START Supplied records
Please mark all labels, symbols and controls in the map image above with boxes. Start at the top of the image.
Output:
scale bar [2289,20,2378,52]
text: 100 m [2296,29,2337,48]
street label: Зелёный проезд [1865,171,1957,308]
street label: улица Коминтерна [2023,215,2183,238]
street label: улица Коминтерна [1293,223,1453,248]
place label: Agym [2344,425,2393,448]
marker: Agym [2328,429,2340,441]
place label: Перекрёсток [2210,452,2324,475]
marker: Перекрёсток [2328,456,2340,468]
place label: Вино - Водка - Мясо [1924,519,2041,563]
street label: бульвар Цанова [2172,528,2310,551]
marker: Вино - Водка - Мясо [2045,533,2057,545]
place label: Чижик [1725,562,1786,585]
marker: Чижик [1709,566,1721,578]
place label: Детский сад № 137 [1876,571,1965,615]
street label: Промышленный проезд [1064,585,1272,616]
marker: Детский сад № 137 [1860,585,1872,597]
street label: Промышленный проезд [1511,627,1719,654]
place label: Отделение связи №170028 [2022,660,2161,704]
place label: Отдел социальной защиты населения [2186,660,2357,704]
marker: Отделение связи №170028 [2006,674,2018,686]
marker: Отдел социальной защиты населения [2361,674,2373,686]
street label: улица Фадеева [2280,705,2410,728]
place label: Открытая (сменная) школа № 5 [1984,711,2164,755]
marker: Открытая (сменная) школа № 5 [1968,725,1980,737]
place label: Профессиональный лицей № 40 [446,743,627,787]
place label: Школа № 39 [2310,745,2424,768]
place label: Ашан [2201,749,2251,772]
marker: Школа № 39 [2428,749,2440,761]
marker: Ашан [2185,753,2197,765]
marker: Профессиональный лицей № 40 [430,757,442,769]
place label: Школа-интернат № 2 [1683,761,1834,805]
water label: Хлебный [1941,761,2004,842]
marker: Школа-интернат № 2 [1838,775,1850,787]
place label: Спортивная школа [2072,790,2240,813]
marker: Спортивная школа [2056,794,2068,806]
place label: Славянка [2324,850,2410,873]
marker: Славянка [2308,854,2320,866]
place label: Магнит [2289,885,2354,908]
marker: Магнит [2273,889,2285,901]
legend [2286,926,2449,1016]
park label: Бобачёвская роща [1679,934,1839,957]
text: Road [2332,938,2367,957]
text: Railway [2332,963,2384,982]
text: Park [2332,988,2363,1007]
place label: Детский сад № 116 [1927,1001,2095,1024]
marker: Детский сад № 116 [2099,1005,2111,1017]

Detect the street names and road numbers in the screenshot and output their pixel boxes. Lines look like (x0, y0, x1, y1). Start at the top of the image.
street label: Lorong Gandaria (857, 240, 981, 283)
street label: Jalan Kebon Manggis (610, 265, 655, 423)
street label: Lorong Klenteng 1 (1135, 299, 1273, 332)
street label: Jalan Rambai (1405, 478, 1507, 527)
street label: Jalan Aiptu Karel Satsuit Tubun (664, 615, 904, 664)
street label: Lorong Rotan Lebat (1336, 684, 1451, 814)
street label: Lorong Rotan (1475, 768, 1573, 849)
END Supplied records
● **Task statement**: An exact copy of all the entries is the required answer.

● **Reply**:
Please mark all labels, symbols and controls in the map image above with boxes. Start at the top of the image.
Output:
scale bar [2289,20,2378,52]
text: 100 m [2296,29,2337,48]
street label: Зелёный проезд [1865,171,1957,308]
street label: улица Коминтерна [2023,215,2183,238]
street label: улица Коминтерна [1293,223,1453,248]
place label: Agym [2344,425,2393,448]
marker: Agym [2328,429,2340,441]
place label: Перекрёсток [2210,452,2324,475]
marker: Перекрёсток [2328,456,2340,468]
place label: Вино - Водка - Мясо [1924,519,2041,563]
street label: бульвар Цанова [2172,528,2310,551]
marker: Вино - Водка - Мясо [2045,533,2057,545]
place label: Чижик [1725,562,1786,585]
marker: Чижик [1709,566,1721,578]
place label: Детский сад № 137 [1876,571,1965,615]
street label: Промышленный проезд [1064,585,1272,616]
marker: Детский сад № 137 [1860,585,1872,597]
street label: Промышленный проезд [1511,627,1719,654]
place label: Отделение связи №170028 [2022,660,2161,704]
place label: Отдел социальной защиты населения [2186,660,2357,704]
marker: Отделение связи №170028 [2006,674,2018,686]
marker: Отдел социальной защиты населения [2361,674,2373,686]
street label: улица Фадеева [2280,705,2410,728]
place label: Открытая (сменная) школа № 5 [1984,711,2164,755]
marker: Открытая (сменная) школа № 5 [1968,725,1980,737]
place label: Профессиональный лицей № 40 [446,743,627,787]
place label: Школа № 39 [2310,745,2424,768]
place label: Ашан [2201,749,2251,772]
marker: Школа № 39 [2428,749,2440,761]
marker: Ашан [2185,753,2197,765]
marker: Профессиональный лицей № 40 [430,757,442,769]
place label: Школа-интернат № 2 [1683,761,1834,805]
water label: Хлебный [1941,761,2004,842]
marker: Школа-интернат № 2 [1838,775,1850,787]
place label: Спортивная школа [2072,790,2240,813]
marker: Спортивная школа [2056,794,2068,806]
place label: Славянка [2324,850,2410,873]
marker: Славянка [2308,854,2320,866]
place label: Магнит [2289,885,2354,908]
marker: Магнит [2273,889,2285,901]
legend [2286,926,2449,1016]
park label: Бобачёвская роща [1679,934,1839,957]
text: Road [2332,938,2367,957]
text: Railway [2332,963,2384,982]
text: Park [2332,988,2363,1007]
place label: Детский сад № 116 [1927,1001,2095,1024]
marker: Детский сад № 116 [2099,1005,2111,1017]

Detect the street names and road numbers in the screenshot and output their pixel boxes. Lines look like (x0, y0, x1, y1). Start at the top of the image.
street label: Lorong Gandaria (857, 240, 981, 283)
street label: Jalan Kebon Manggis (610, 265, 655, 423)
street label: Lorong Klenteng 1 (1135, 299, 1273, 332)
street label: Jalan Rambai (1405, 478, 1507, 527)
street label: Jalan Aiptu Karel Satsuit Tubun (664, 615, 904, 664)
street label: Lorong Rotan Lebat (1336, 684, 1451, 814)
street label: Lorong Rotan (1475, 768, 1573, 849)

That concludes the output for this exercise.